Nel momento in cui mi sono slegata dal controllo (non dico sia stato facile, anzi. Ma da quel giorno ho iniziato il mio percorso) ho iniziato anche a cambiare la mia prospettiva sul concetto di felicità.

Se decido di smetterla di preoccuparmi di ciò che accade, di ciò che gli altri decidono e mi focalizzo solo sulla mia crescita e sulla mia capacità di rafforzarmi, allora automaticamente anche la felicità dipenderà solamente da me stessa.
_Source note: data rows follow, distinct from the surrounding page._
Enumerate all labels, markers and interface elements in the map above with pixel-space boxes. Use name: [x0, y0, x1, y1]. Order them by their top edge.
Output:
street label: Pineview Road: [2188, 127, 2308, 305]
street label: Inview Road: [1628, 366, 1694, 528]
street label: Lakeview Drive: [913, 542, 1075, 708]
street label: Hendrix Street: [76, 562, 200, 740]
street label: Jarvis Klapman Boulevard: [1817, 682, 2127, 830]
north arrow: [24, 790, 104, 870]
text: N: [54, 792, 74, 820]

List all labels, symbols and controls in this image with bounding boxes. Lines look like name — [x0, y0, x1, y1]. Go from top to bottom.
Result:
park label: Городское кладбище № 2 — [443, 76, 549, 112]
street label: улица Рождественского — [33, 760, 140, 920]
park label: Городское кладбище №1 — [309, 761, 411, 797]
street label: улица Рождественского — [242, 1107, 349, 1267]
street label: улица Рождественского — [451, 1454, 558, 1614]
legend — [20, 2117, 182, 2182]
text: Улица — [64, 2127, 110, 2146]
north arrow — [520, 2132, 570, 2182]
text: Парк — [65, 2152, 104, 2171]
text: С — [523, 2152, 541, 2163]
Dalla mia attitudine alla vita e dalla mia capacità di essere resiliente agli accadimenti.

Per una vita ho sprecato le mie energie, fino all’esaurimento, cercando di controllare cose su cui non avevo il minimo controllo.

Imparare a lasciare andare mi ha dato un senso incredibile di libertà, pace e riposo.

Tutto è molto più facile oggi.

E lasciare andare non significa diventare una persona incapace di prendere una posizione, di agire, incurante di ciò che accade intorno!

Anzi, il contrario.

Nell’arrendermi di fronte alle cose su cui non ho alcun controllo, creo uno spazio per prendermi cura delle cose su cui ho il controllo – me stessa, la mia attitudine verso la vita, le mie reazioni, le mie scelte. Come risultato ho trovato un più profondo significato della mia identità e del mio valore.

Un’altra illuminazione. E’ veramente possibile essere felici , "no matter what"? (indipendentemente da quello che accade?).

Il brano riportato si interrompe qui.